* Exercise aim *
Work through the records below, line by line, and say how many lines include "image", with nothing else.

• • • • •

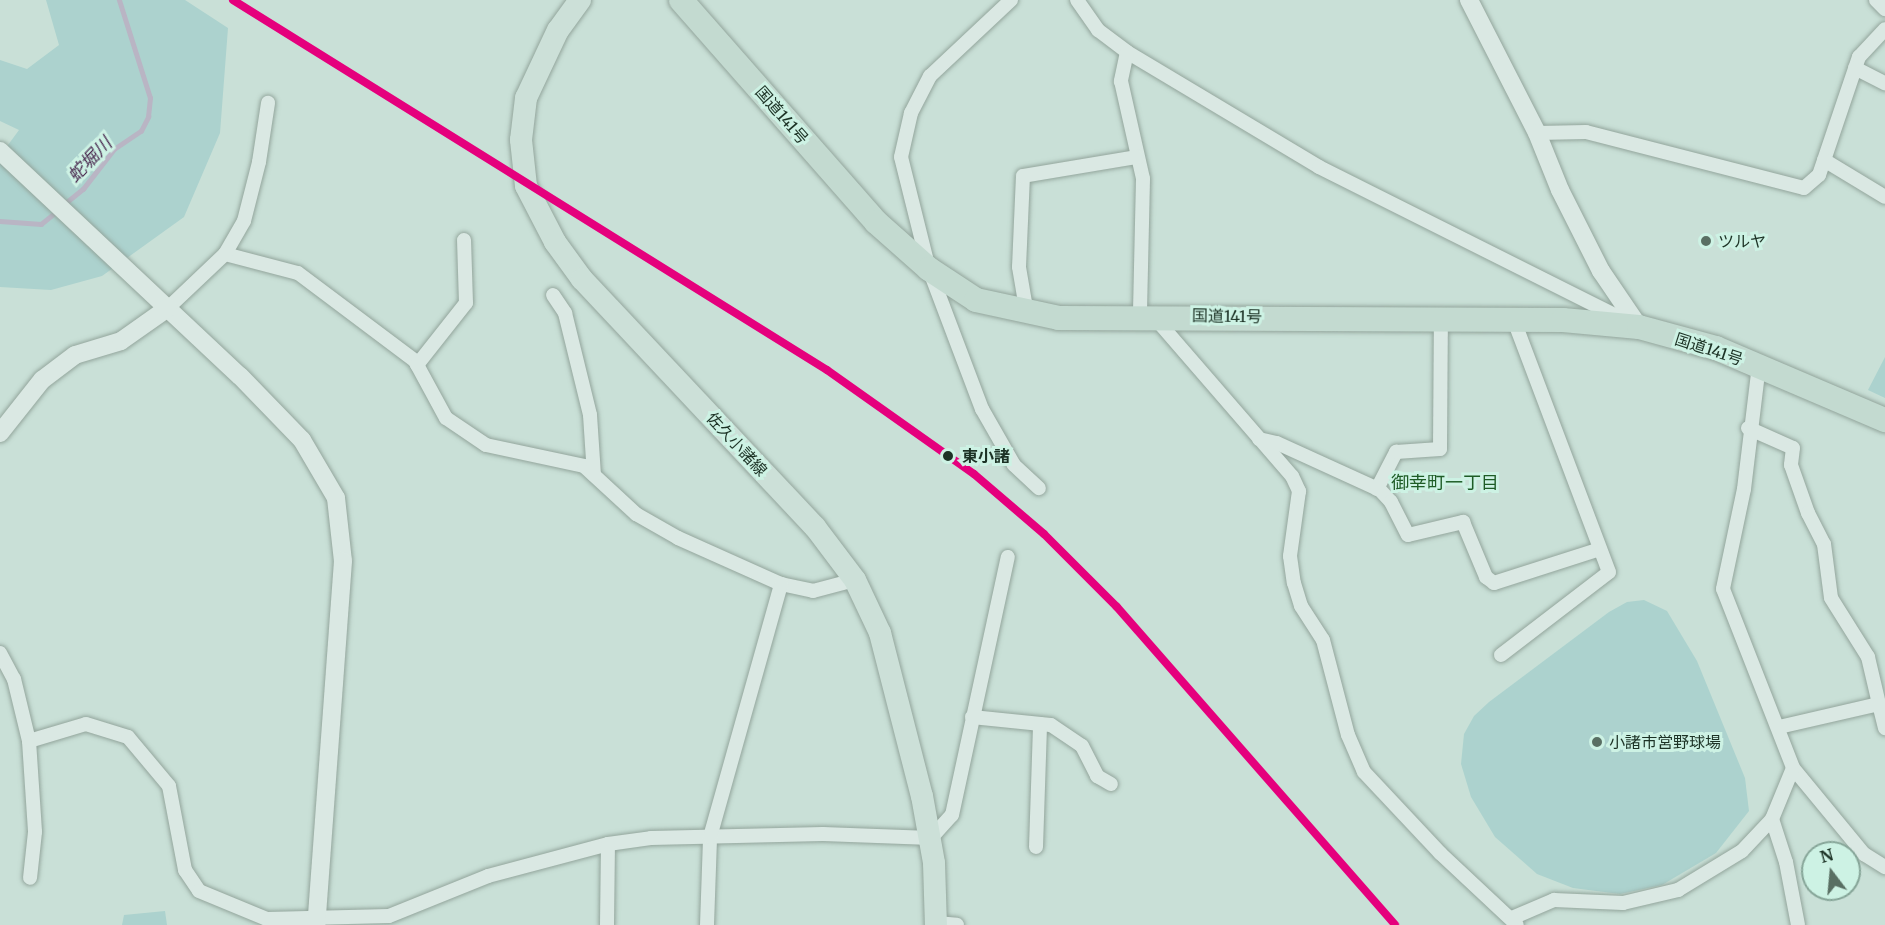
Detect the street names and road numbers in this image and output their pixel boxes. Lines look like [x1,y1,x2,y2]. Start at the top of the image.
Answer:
street label: 国道141号 [752,82,812,148]
street label: 国道141号 [1192,306,1262,326]
street label: 国道141号 [1673,329,1745,369]
street label: 佐久小諸線 [703,408,771,480]

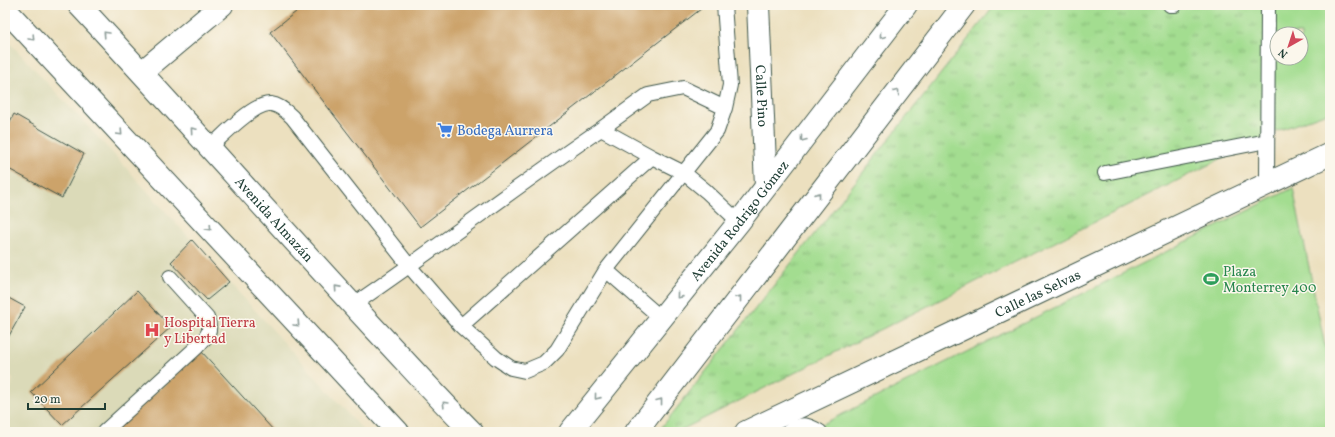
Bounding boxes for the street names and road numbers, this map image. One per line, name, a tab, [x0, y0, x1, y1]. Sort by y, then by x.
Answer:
street label: Calle Pino	[750, 65, 771, 127]
street label: Avenida Rodrigo Gómez	[687, 157, 794, 286]
street label: Avenida Almazán	[230, 173, 317, 267]
street label: Calle las Selvas	[992, 266, 1084, 323]

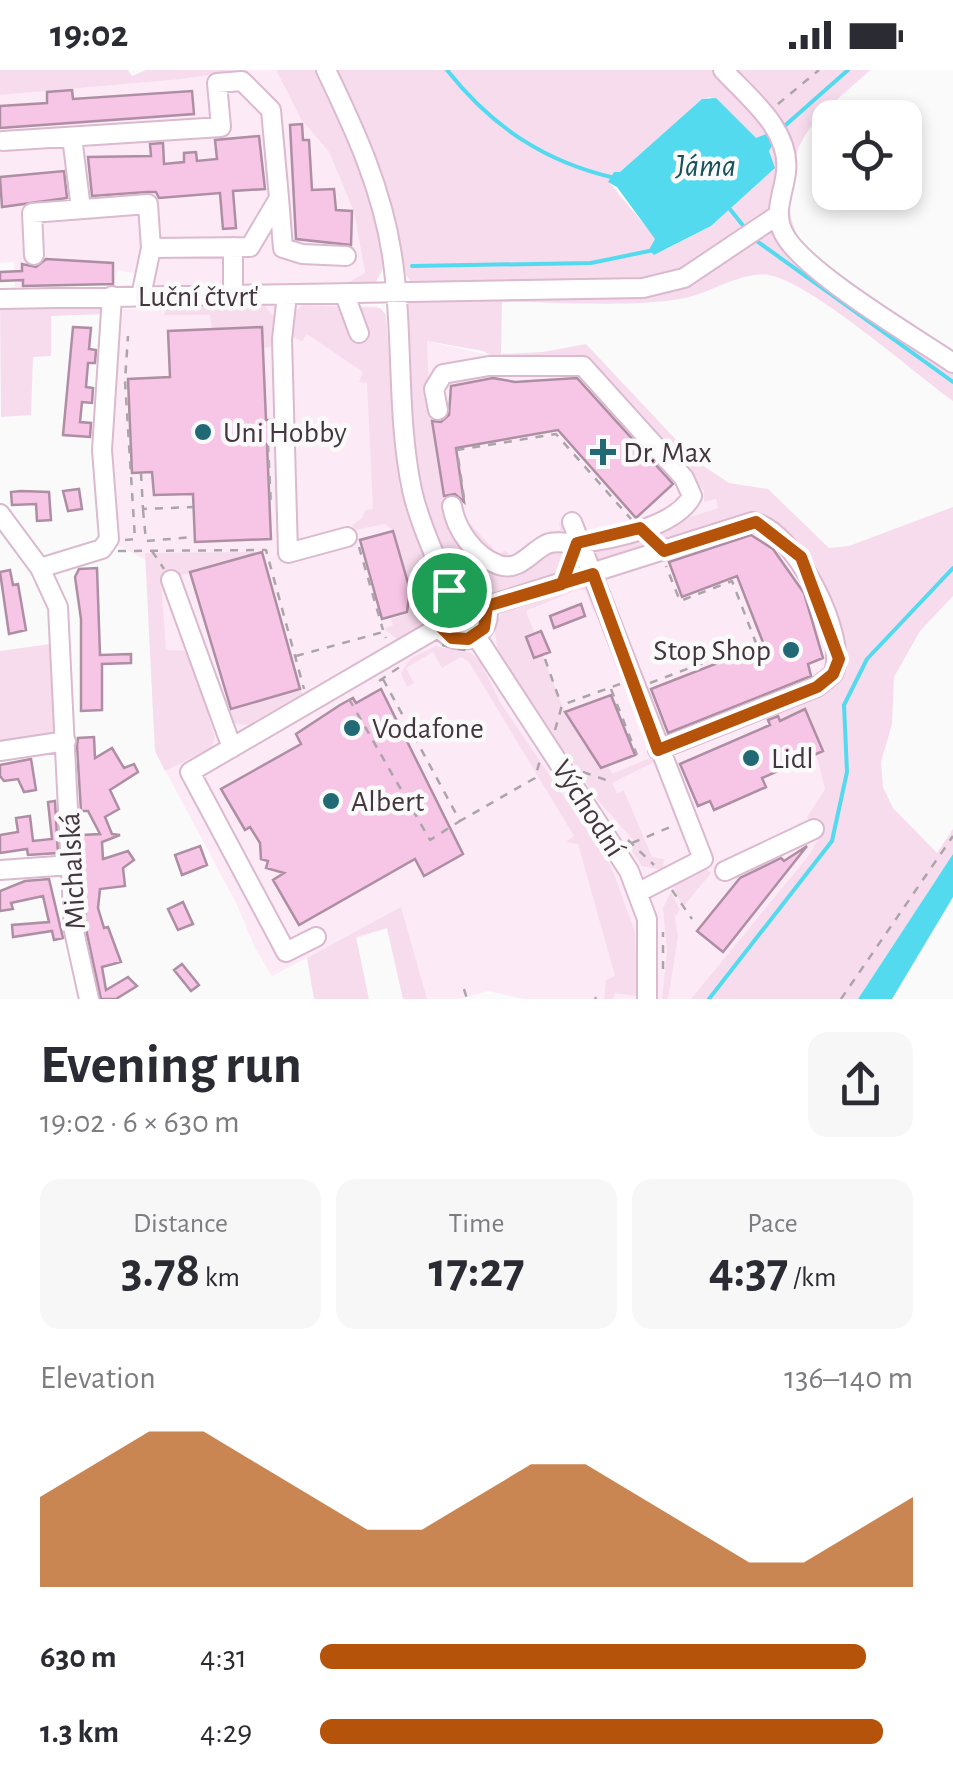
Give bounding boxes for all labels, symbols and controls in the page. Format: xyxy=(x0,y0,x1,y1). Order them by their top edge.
text: 19:02 xyxy=(50,16,128,54)
map controls xyxy=(812,100,922,210)
button: locate xyxy=(812,100,922,210)
water label: Jáma xyxy=(675,150,736,182)
street label: Luční čtvrť xyxy=(138,282,258,312)
place label: Uni Hobby xyxy=(223,418,347,448)
marker: Uni Hobby xyxy=(192,421,214,443)
place label: Dr. Max xyxy=(623,438,712,468)
marker: Dr. Max xyxy=(592,441,614,463)
pin xyxy=(407,548,492,633)
icon: arrive xyxy=(422,563,477,618)
place label: Stop Shop xyxy=(653,636,771,666)
marker: Stop Shop xyxy=(780,639,802,661)
place label: Vodafone xyxy=(372,714,484,744)
marker: Vodafone xyxy=(341,717,363,739)
place label: Lidl xyxy=(771,744,814,774)
marker: Lidl xyxy=(740,747,762,769)
street label: Východní xyxy=(546,755,631,863)
place label: Albert xyxy=(351,787,425,817)
marker: Albert xyxy=(320,790,342,812)
street label: Michalská xyxy=(55,812,91,930)
button: share xyxy=(808,1032,913,1137)
text: Evening run xyxy=(40,1038,302,1093)
text: 19:02 · 6 × 630 m xyxy=(40,1106,240,1138)
text: Distance xyxy=(133,1210,228,1238)
text: Time xyxy=(449,1210,504,1238)
text: Pace xyxy=(747,1210,798,1238)
text: 3.78 xyxy=(121,1246,200,1296)
text: 17:27 xyxy=(428,1246,525,1296)
text: 4:37 xyxy=(709,1246,788,1296)
text: km xyxy=(200,1264,240,1292)
text: /km xyxy=(788,1264,836,1292)
text: Elevation xyxy=(40,1362,156,1394)
text: 136–140 m xyxy=(784,1362,913,1394)
text: 630 m xyxy=(40,1641,117,1673)
text: 4:31 xyxy=(200,1641,247,1673)
text: 1.3 km xyxy=(40,1716,119,1748)
text: 4:29 xyxy=(200,1716,252,1748)

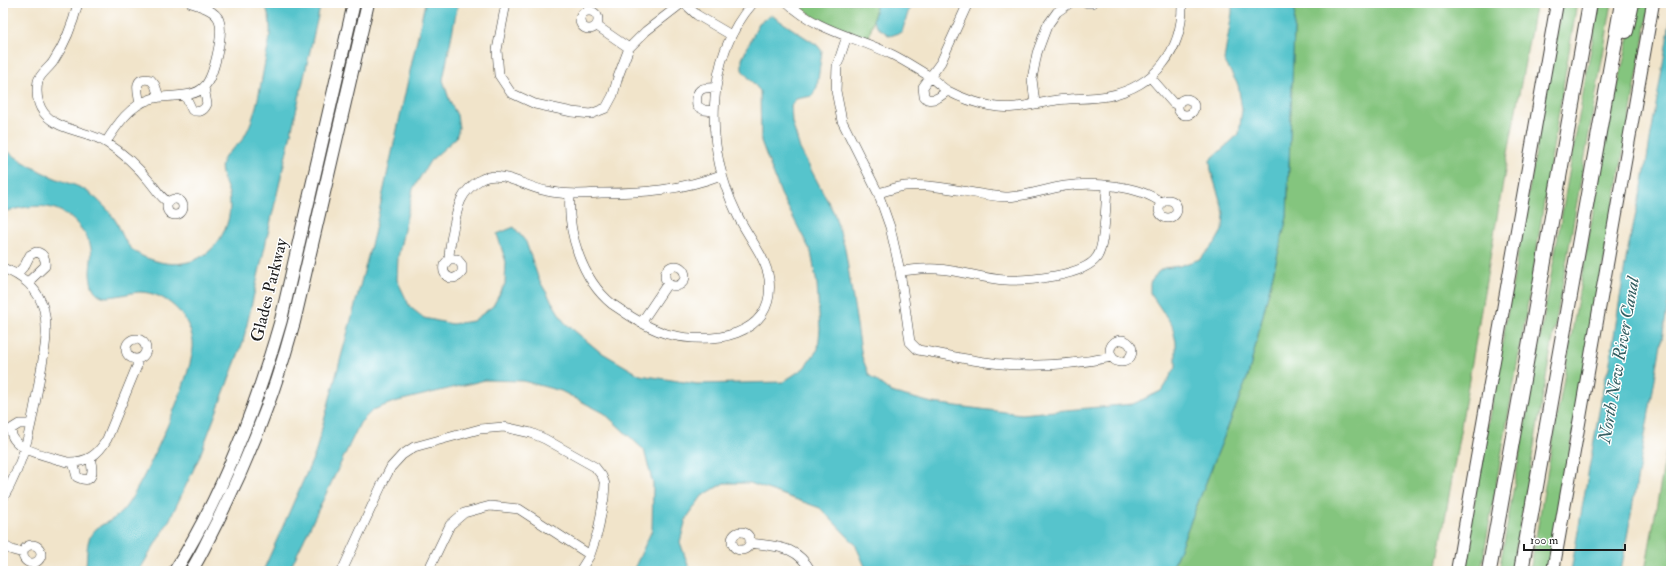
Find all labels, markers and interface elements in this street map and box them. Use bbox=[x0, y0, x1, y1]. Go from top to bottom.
street label: Glades Parkway bbox=[246, 236, 293, 344]
water label: North New River Canal bbox=[1593, 274, 1645, 446]
scale bar bbox=[1524, 526, 1625, 552]
text: 100 m bbox=[1530, 533, 1559, 548]

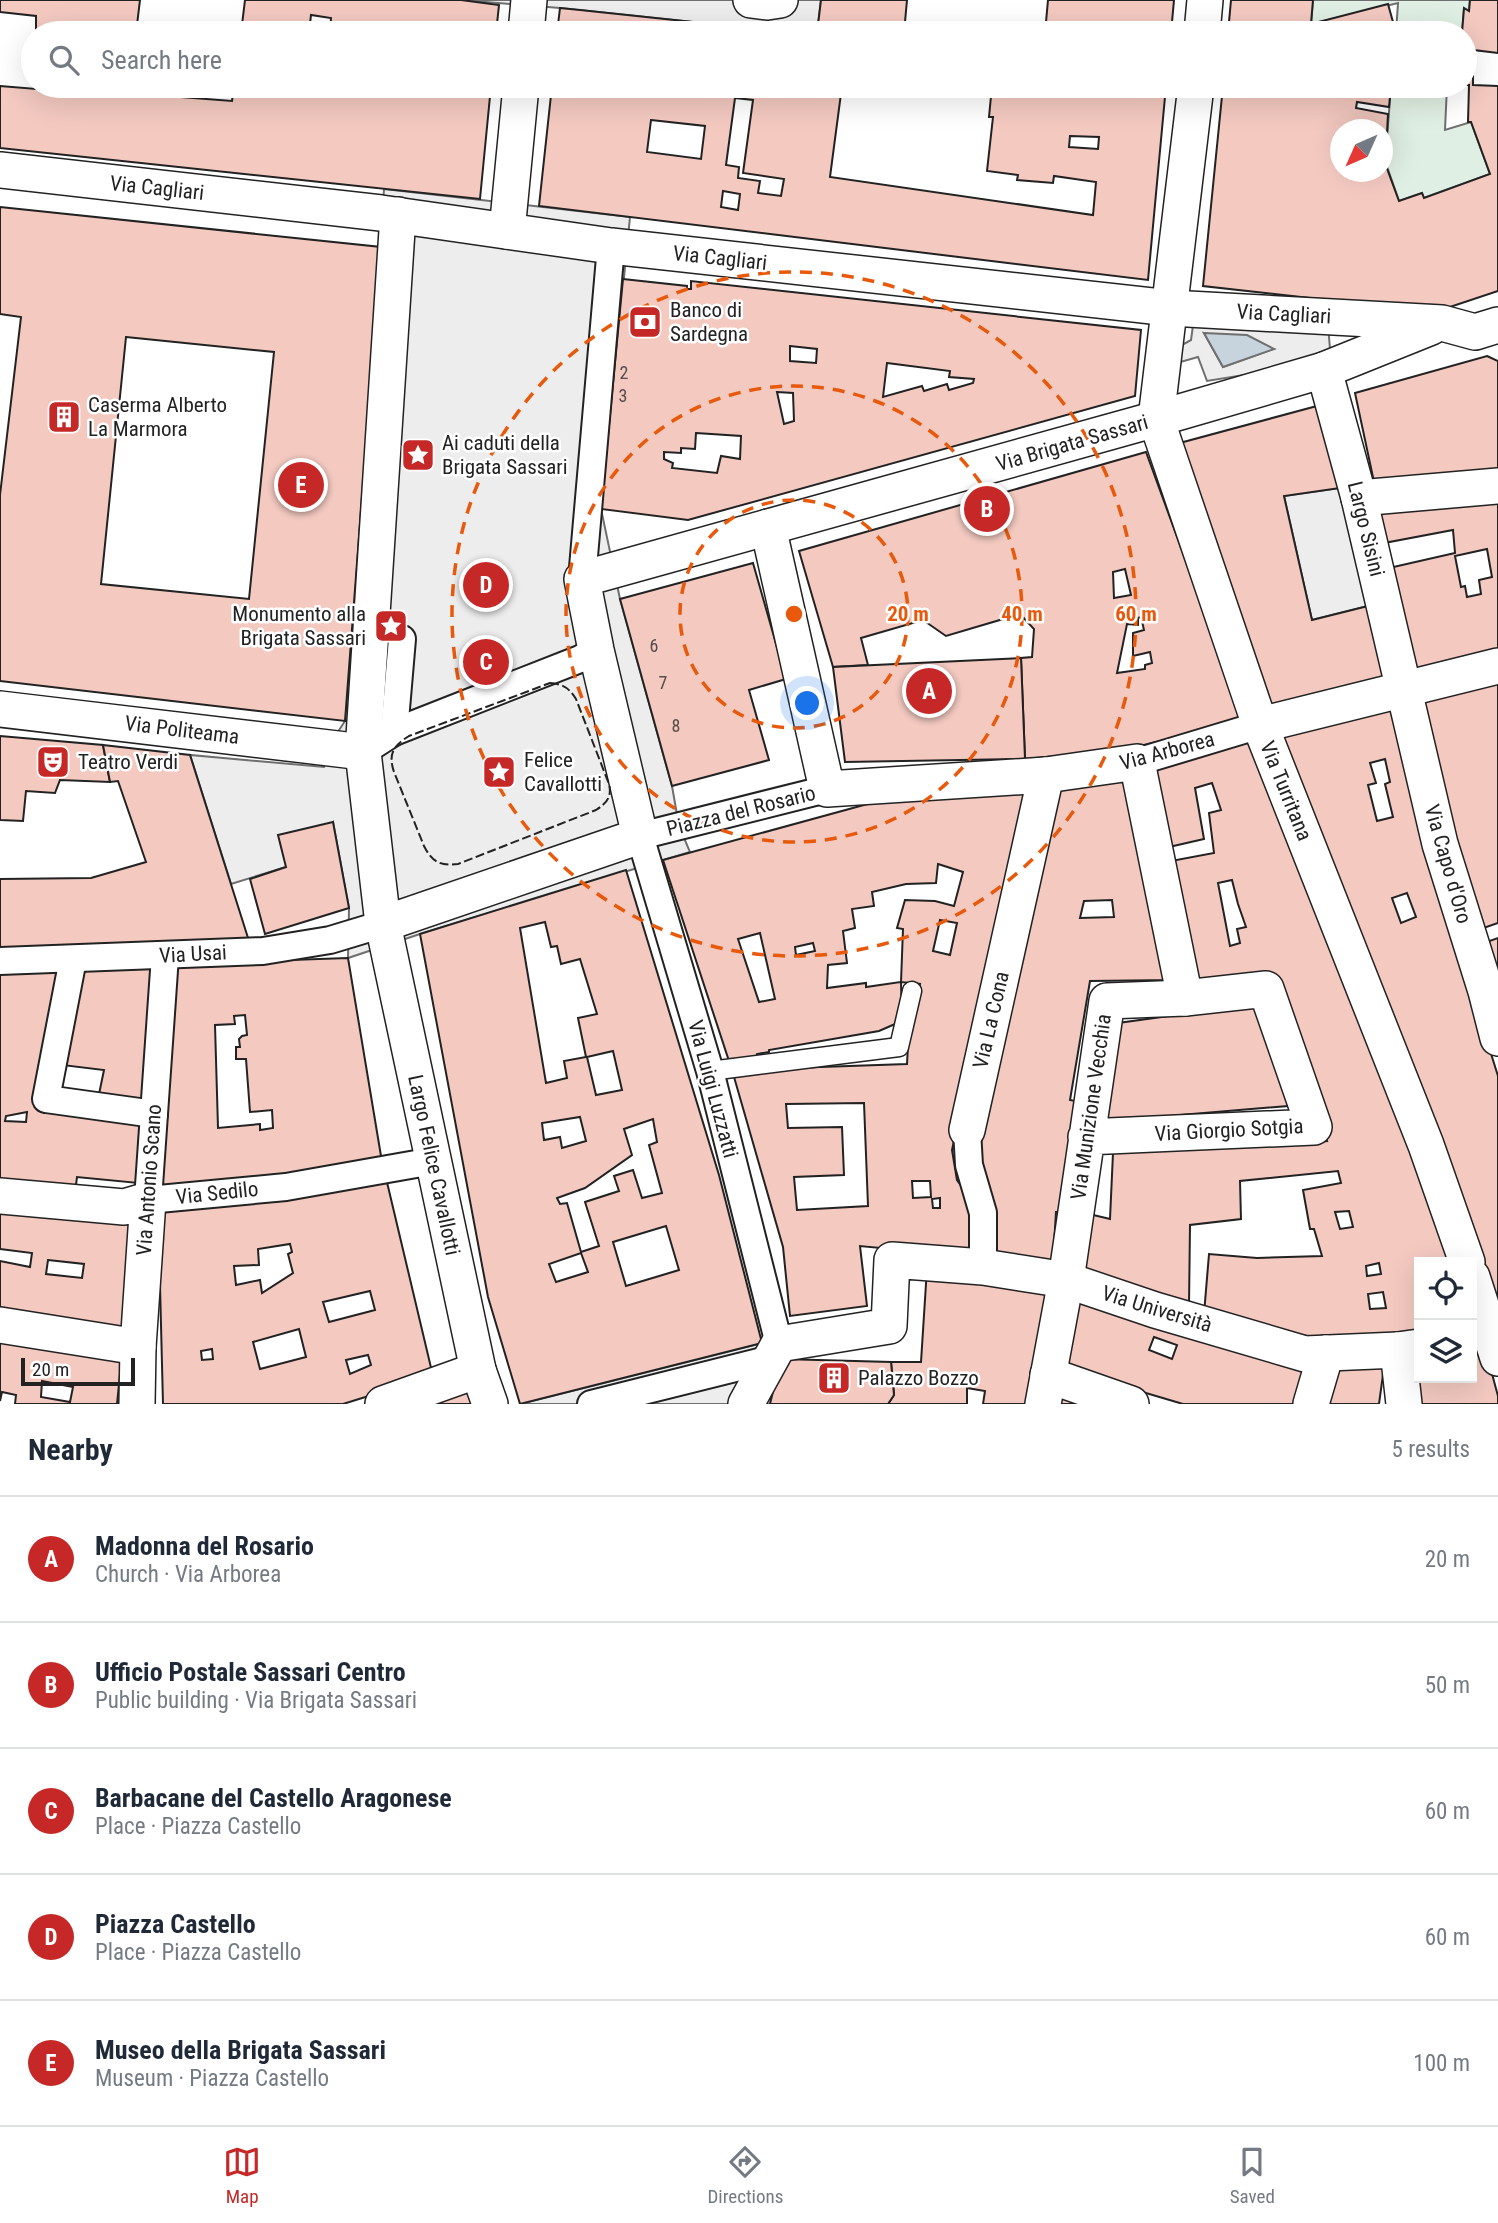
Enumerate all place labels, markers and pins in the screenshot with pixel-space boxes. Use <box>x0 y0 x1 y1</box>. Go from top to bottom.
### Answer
place label: Banco di Sardegna <box>670 298 748 346</box>
bank icon: Banco di Sardegna <box>626 303 664 341</box>
place label: Caserma Alberto La Marmora <box>88 393 227 441</box>
building icon: Caserma Alberto La Marmora <box>45 398 83 436</box>
place label: Ai caduti della Brigata Sassari <box>442 431 568 479</box>
place icon: Ai caduti della Brigata Sassari <box>399 436 437 474</box>
pin: E <box>278 459 324 511</box>
pin: B <box>964 483 1010 535</box>
pin: D <box>463 559 509 611</box>
place label: Monumento alla Brigata Sassari <box>232 602 366 650</box>
centre of rings <box>782 602 806 626</box>
place icon: Monumento alla Brigata Sassari <box>372 607 410 645</box>
pin: C <box>463 636 509 688</box>
pin: A <box>906 665 952 717</box>
theatre icon: Teatro Verdi <box>34 743 72 781</box>
place label: Felice Cavallotti <box>524 748 602 796</box>
place label: Teatro Verdi <box>78 750 178 774</box>
place icon: Felice Cavallotti <box>480 753 518 791</box>
building icon: Palazzo Bozzo <box>815 1359 853 1397</box>
place label: Palazzo Bozzo <box>858 1366 979 1390</box>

• • • • •

* Exercise response *
2